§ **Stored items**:
§

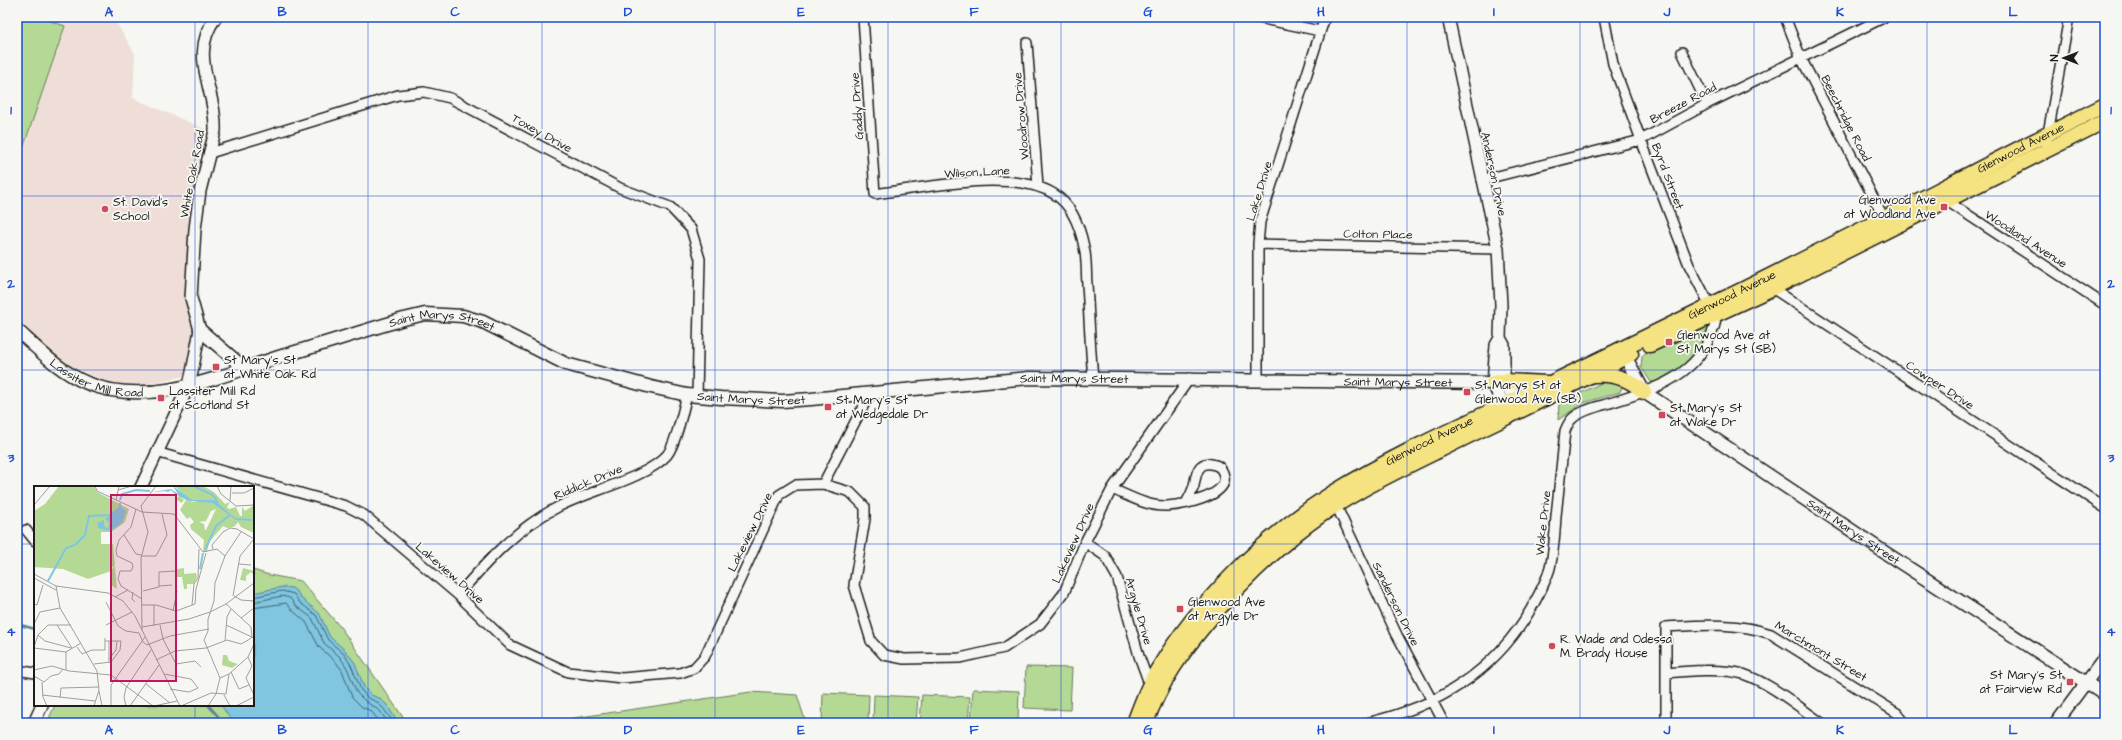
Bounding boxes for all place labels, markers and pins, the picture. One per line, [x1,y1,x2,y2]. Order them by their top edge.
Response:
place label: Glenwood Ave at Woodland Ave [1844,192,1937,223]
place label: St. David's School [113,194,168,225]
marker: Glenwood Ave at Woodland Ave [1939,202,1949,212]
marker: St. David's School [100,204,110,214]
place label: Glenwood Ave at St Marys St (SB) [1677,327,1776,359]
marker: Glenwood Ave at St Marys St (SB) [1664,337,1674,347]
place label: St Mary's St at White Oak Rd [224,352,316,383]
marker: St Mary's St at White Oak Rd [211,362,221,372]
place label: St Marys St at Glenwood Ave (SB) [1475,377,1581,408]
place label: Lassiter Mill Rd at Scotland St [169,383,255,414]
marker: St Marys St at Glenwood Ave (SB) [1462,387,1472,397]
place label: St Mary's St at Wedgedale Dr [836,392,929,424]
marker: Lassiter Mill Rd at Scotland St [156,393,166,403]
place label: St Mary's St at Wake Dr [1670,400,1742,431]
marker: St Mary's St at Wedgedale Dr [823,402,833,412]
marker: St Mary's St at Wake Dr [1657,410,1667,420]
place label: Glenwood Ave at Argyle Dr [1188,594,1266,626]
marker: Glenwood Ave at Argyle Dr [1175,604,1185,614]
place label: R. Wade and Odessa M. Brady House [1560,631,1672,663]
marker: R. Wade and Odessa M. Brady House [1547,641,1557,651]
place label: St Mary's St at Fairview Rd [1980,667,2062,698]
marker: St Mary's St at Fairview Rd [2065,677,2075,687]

§

§ **WHAT IS NEEDED**:
Search the records above for the word "House" and give the number of lines where it occurs, nothing else.

§ **EXERCISE RESPONSE**:
2